If you're looking for a "higher-level" explanation of this stuff (as in, not code), Applied Cryptography has quite a few relevant examples (and I believe a section on "secure elections" that covers some voting strategies).
I'm not primarily worried about physical security, we are simply building an application not a whole system. I want to ensure votes are recorded correctly and not able to be changed or read by someone else.
Putting to one side questions of protecting against physical tampering (e.g. of the underlying database), since you've stipulated that physical security is not the present concern...
I think the primary consideration is how to ensure that a given voter votes only once. At a paper poll, each registered voter is restricted to a particular booth/location and verification is done by name+SSN and a signature.
You might need a high resolution digital signature capture and therefore a touchscreen capture peripheral or a touch screen terminal. A more sophisticated approach would be a biometric scanner, but that would require government records of thumb/finger prints or retinal scan - I can already see the privacy advocates lining up at the lawyer's offices.
Another approach would be for the voter "registrar office" to issue digital keys to each voter prior to the election - a (relatively) short (cryptographically strong) random alpha/numeric key that is entered with the voter's name and/or SSN into the application. Knowledge of that key is required for that particular voter in that particular election. These keys would be issued by post in tamper-evident envelopes, like those used by banks for postal confirmation of wire transfers and delivery of PIN numbers. The key must include checksum data so that the user can have the entry of it immediately validated and it should be in groups of 4, so something like XXXX-XXXX-XXXX-CCCC.
Any other "secret" knowledge, such as SSN, is likely too easily discovered for a large percentage of the population (though we don't seem to be able to make credit-granting organizations understand this), and therefore is unsuitable for authentication.
Vote counting can be done by generating a public key encrypted data file which is transferred (by sneaker net?) to the central system. This must include the "voting booth" identity information and a record for each voter including their SSN and the digital key (or signature, or biometric data). Votes with invalid keys are eliminated.
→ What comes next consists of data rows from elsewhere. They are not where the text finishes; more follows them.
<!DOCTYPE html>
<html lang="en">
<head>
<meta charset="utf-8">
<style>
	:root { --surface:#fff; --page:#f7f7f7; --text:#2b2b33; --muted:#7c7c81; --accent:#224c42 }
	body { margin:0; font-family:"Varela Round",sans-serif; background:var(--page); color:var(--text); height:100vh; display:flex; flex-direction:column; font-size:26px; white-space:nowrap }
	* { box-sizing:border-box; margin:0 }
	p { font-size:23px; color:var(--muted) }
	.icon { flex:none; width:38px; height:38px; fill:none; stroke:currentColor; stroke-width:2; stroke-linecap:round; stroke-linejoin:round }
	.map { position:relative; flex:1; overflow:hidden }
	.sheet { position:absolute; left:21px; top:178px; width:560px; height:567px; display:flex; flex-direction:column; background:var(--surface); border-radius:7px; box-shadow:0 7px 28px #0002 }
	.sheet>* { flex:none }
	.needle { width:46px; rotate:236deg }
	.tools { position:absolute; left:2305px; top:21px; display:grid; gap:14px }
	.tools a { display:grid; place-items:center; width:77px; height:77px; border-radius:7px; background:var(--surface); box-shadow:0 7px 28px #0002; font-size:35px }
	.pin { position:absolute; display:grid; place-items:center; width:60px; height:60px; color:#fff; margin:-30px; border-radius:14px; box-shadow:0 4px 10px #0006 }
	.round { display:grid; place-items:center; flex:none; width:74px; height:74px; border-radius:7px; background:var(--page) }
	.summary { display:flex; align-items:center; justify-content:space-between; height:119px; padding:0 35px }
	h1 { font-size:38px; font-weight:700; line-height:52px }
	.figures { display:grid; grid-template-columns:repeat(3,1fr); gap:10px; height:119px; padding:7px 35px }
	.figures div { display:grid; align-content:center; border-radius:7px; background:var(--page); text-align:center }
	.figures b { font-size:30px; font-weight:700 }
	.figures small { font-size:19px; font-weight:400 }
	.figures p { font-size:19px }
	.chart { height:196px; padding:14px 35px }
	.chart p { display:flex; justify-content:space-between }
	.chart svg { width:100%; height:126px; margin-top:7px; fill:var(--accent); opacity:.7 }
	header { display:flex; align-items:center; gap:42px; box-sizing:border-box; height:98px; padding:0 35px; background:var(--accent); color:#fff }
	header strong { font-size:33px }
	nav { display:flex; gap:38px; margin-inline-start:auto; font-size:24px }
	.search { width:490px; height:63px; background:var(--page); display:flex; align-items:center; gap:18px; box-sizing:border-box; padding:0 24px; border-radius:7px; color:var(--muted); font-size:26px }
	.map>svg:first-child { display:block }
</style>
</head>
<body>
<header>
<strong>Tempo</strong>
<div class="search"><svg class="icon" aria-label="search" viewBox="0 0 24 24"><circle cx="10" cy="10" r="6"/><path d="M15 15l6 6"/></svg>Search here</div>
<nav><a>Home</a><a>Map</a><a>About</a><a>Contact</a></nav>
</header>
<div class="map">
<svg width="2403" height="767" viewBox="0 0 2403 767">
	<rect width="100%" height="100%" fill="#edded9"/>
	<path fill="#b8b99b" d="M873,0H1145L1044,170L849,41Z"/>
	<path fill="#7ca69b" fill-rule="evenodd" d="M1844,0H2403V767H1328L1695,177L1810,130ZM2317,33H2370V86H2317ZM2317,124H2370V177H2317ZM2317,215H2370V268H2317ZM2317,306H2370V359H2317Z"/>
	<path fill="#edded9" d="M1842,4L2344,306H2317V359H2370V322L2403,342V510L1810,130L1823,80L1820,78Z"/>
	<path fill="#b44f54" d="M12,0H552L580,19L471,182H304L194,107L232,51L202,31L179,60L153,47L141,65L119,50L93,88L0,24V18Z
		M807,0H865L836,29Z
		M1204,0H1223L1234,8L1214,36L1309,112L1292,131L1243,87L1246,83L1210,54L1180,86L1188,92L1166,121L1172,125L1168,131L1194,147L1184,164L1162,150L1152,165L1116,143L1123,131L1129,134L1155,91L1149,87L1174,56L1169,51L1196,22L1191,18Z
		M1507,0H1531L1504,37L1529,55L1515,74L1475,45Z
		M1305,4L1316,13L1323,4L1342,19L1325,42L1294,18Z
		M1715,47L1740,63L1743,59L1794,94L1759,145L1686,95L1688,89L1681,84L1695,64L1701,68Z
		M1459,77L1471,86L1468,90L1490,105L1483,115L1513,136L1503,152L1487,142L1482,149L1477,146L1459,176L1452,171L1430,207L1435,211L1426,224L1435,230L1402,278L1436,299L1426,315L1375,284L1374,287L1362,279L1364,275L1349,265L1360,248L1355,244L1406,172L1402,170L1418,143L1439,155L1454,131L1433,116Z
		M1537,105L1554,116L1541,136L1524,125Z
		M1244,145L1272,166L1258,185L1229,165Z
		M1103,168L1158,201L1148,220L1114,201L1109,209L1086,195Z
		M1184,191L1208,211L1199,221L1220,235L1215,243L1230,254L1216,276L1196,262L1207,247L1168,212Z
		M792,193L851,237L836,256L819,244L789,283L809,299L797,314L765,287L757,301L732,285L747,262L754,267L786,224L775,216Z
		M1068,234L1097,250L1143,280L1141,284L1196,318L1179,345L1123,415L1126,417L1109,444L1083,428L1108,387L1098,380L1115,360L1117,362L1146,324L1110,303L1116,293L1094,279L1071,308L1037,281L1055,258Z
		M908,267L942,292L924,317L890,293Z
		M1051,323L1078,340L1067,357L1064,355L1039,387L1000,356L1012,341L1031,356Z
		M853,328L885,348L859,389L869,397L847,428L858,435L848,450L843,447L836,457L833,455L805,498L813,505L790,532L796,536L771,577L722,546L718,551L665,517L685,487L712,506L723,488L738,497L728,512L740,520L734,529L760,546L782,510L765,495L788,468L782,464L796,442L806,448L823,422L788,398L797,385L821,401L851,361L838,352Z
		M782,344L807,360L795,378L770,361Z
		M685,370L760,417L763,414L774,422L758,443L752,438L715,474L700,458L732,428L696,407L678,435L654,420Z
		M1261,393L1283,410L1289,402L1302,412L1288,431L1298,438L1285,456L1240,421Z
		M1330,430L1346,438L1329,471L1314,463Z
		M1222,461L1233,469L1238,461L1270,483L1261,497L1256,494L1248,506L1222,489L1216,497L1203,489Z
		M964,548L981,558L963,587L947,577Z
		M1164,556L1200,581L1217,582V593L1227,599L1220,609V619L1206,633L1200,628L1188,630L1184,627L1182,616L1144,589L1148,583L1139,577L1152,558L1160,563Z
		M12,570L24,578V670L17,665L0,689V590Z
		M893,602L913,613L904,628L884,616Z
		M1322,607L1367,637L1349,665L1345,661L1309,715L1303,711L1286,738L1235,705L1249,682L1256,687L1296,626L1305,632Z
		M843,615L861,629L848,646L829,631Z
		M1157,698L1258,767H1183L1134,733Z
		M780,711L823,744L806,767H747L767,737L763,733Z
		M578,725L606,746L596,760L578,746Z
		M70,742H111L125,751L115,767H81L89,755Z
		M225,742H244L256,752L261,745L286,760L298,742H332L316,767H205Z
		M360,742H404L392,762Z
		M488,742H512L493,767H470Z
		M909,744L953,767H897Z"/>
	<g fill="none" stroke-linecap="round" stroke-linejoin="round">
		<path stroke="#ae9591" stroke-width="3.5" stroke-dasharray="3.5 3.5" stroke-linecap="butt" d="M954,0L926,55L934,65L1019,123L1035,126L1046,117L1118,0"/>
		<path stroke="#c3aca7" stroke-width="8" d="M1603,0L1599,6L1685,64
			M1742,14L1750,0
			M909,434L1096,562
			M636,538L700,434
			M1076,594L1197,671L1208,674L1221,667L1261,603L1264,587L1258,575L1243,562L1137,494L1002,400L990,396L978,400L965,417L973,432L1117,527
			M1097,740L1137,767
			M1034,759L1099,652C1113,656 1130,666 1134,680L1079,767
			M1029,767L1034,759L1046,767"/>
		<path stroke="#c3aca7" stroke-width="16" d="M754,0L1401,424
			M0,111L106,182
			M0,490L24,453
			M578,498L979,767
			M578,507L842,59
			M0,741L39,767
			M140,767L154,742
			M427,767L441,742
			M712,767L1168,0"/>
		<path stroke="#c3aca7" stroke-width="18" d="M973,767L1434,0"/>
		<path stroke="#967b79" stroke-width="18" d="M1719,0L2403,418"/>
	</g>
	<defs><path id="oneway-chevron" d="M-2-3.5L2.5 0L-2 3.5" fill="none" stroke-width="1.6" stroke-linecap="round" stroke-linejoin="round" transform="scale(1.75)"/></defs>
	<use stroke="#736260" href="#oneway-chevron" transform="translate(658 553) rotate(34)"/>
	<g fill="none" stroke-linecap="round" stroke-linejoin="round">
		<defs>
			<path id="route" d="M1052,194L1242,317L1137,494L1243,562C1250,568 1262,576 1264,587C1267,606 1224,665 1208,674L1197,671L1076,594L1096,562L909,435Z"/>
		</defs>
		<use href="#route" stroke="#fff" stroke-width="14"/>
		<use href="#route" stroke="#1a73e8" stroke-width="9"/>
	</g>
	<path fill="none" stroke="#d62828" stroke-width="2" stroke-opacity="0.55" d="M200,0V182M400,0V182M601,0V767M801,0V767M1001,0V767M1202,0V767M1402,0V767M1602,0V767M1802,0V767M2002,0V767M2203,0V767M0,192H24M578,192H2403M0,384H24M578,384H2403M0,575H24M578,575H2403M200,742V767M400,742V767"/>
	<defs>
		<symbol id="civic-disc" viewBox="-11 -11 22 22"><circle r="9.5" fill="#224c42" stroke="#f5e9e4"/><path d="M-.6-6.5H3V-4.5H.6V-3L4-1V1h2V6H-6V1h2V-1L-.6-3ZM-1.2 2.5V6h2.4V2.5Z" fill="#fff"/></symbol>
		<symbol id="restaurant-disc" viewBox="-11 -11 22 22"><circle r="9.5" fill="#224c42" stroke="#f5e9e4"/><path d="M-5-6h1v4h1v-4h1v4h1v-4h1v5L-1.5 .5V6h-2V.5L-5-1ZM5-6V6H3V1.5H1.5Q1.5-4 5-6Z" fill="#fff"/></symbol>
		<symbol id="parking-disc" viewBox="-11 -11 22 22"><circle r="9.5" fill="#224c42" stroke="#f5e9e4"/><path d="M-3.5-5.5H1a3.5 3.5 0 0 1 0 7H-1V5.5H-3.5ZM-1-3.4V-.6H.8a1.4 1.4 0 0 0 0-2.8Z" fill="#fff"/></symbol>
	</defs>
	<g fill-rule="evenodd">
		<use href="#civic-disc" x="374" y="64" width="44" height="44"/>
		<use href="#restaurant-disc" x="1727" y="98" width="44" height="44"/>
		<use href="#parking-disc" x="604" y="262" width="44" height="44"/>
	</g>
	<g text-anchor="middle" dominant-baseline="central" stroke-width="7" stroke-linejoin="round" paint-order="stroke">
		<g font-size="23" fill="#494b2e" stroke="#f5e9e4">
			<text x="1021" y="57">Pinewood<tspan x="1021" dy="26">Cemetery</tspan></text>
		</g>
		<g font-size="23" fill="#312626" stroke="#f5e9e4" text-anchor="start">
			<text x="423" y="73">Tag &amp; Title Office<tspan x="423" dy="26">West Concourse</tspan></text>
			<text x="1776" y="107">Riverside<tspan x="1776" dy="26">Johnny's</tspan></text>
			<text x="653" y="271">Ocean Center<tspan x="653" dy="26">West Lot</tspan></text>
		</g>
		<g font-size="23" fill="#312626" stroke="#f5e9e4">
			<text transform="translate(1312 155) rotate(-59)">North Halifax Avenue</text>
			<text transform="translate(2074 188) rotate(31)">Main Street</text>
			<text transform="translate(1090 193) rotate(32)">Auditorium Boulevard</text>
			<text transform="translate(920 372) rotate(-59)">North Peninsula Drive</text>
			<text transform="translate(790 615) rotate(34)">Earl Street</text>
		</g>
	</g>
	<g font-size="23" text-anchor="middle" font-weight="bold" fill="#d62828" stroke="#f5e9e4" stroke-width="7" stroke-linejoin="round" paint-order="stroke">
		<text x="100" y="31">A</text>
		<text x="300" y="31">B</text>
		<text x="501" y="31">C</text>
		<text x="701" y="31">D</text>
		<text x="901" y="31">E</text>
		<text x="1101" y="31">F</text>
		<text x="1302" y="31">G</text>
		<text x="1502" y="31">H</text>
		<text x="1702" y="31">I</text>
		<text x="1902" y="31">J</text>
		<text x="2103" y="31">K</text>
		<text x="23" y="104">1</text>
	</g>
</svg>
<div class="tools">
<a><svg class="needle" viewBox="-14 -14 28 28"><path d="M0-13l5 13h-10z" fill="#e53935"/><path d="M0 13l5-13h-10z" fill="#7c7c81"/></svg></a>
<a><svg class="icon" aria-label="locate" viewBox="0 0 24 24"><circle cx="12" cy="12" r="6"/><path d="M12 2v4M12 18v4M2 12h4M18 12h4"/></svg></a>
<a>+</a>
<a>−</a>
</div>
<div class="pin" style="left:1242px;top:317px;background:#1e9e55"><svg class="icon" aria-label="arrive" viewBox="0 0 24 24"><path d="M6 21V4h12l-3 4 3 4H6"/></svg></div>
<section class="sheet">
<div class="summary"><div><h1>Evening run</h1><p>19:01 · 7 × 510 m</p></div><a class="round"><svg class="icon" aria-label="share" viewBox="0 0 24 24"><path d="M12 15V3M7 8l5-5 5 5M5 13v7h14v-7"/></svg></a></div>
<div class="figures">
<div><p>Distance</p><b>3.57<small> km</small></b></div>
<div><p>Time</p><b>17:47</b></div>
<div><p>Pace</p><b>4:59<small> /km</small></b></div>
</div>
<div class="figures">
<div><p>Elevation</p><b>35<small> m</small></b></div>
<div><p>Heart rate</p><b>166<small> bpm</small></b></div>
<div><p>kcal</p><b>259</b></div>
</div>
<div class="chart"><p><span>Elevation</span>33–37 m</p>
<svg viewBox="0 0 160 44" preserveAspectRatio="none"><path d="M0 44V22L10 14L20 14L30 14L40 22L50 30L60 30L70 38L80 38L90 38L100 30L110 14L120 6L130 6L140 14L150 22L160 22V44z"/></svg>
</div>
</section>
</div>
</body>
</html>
Multiple votes with the same key and same votes are treated as a single vote for that candidate. Multiple votes with the same key and different votes are flagged for fraud investigation (with the constituent contacted by phone, issued a new key, and directed to revote).
Your problem is that you need to identify the user reliably, so that you can prevent them from re-voting and accessing each others votes.
This is not any different from any other desktop application that requires authentication (and potentially authorization). If your voters are a closed group on a network with user accounts, you could integrate with the directory and require users to log in.
If voters do not have network user accounts, this is where it gets interesting. Each user will still need to authenticate with the application. You could generate accounts with passwords in the application and distribute this information securely prior to voting. Your application could ask users to select a password when the access the application for the first time.
Without knowing the specifics, it is hard give a more specific answer.
You are aware that electronic voting is an unsolved research problem? Large scale fraud should take a large effort.
I believe that physical security is more important for voting booth system rather than you know, code security.
These machine by their very nature shouldn't be connected to any kind of public networks, especially not the the internet. But having a good physical security to prevent any sort of physical tampering is very important.